**EXERCISE MATERIAL:**
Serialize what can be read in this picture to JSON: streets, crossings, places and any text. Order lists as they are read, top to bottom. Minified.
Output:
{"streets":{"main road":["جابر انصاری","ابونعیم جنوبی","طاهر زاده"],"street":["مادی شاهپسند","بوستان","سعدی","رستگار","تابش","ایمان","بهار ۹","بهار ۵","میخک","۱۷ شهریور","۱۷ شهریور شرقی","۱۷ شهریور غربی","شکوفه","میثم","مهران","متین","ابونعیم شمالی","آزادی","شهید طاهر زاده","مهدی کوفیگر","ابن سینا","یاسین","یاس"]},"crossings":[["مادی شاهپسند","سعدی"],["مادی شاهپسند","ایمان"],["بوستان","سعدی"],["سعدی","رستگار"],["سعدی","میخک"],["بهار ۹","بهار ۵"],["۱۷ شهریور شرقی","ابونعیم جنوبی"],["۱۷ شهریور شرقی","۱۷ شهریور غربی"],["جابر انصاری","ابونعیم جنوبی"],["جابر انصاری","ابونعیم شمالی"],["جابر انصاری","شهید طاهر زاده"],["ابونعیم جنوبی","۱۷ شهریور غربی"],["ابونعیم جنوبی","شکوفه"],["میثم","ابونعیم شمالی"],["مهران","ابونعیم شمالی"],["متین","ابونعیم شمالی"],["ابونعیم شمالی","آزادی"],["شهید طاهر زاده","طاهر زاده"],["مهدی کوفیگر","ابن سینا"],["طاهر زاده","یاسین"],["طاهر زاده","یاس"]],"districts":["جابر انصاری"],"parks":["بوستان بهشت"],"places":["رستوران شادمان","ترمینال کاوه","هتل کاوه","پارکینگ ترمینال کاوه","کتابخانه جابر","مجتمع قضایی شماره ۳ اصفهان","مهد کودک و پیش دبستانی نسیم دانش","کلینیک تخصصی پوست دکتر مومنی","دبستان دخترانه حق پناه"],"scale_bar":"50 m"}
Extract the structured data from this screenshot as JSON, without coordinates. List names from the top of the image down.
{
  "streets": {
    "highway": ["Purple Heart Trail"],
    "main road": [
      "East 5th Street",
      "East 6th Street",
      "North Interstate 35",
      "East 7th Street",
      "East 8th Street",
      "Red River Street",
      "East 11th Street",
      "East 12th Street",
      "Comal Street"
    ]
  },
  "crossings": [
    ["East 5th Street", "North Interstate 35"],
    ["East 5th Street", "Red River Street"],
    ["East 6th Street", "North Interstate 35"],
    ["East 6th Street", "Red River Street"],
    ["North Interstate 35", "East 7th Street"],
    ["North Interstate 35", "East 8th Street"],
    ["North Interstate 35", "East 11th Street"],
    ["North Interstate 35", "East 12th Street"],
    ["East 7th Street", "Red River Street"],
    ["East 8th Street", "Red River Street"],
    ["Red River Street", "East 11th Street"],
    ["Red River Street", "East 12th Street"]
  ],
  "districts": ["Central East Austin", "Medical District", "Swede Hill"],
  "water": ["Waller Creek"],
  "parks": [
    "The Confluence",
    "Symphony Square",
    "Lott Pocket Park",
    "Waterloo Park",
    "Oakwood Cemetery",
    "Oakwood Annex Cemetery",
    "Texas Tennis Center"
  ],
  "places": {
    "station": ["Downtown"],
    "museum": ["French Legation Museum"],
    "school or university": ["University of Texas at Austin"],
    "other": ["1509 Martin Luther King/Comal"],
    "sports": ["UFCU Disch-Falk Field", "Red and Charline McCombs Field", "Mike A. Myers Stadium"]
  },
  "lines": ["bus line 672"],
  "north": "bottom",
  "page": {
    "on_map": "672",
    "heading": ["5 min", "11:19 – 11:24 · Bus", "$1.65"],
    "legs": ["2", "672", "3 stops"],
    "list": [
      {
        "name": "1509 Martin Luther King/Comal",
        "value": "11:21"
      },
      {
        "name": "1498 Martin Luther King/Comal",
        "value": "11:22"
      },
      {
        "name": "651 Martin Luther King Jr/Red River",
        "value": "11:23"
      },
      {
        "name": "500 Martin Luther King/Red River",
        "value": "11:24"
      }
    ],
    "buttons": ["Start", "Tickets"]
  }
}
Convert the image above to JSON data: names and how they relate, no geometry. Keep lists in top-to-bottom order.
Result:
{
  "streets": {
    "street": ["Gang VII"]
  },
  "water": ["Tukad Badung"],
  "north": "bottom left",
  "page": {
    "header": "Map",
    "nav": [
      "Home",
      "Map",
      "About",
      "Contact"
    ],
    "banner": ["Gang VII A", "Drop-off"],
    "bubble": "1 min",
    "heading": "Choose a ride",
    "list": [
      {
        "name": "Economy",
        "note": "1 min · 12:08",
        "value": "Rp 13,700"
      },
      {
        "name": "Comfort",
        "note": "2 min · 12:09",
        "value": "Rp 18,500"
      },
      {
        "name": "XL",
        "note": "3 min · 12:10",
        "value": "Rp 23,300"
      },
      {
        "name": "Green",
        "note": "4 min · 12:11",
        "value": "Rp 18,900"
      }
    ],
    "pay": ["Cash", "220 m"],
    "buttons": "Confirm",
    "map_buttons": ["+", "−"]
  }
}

**AIM OF THE EXERCISE:** Go through the entries and filter for lines holding the word "parks"; copy each match.

**RESULT FOR THIS TASK:**
{"streets":{"main road":["جابر انصاری","ابونعیم جنوبی","طاهر زاده"],"street":["مادی شاهپسند","بوستان","سعدی","رستگار","تابش","ایمان","بهار ۹","بهار ۵","میخک","۱۷ شهریور","۱۷ شهریور شرقی","۱۷ شهریور غربی","شکوفه","میثم","مهران","متین","ابونعیم شمالی","آزادی","شهید طاهر زاده","مهدی کوفیگر","ابن سینا","یاسین","یاس"]},"crossings":[["مادی شاهپسند","سعدی"],["مادی شاهپسند","ایمان"],["بوستان","سعدی"],["سعدی","رستگار"],["سعدی","میخک"],["بهار ۹","بهار ۵"],["۱۷ شهریور شرقی","ابونعیم جنوبی"],["۱۷ شهریور شرقی","۱۷ شهریور غربی"],["جابر انصاری","ابونعیم جنوبی"],["جابر انصاری","ابونعیم شمالی"],["جابر انصاری","شهید طاهر زاده"],["ابونعیم جنوبی","۱۷ شهریور غربی"],["ابونعیم جنوبی","شکوفه"],["میثم","ابونعیم شمالی"],["مهران","ابونعیم شمالی"],["متین","ابونعیم شمالی"],["ابونعیم شمالی","آزادی"],["شهید طاهر زاده","طاهر زاده"],["مهدی کوفیگر","ابن سینا"],["طاهر زاده","یاسین"],["طاهر زاده","یاس"]],"districts":["جابر انصاری"],"parks":["بوستان بهشت"],"places":["رستوران شادمان","ترمینال کاوه","هتل کاوه","پارکینگ ترمینال کاوه","کتابخانه جابر","مجتمع قضایی شماره ۳ اصفهان","مهد کودک و پیش دبستانی نسیم دانش","کلینیک تخصصی پوست دکتر مومنی","دبستان دخترانه حق پناه"],"scale_bar":"50 m"}
  "parks": [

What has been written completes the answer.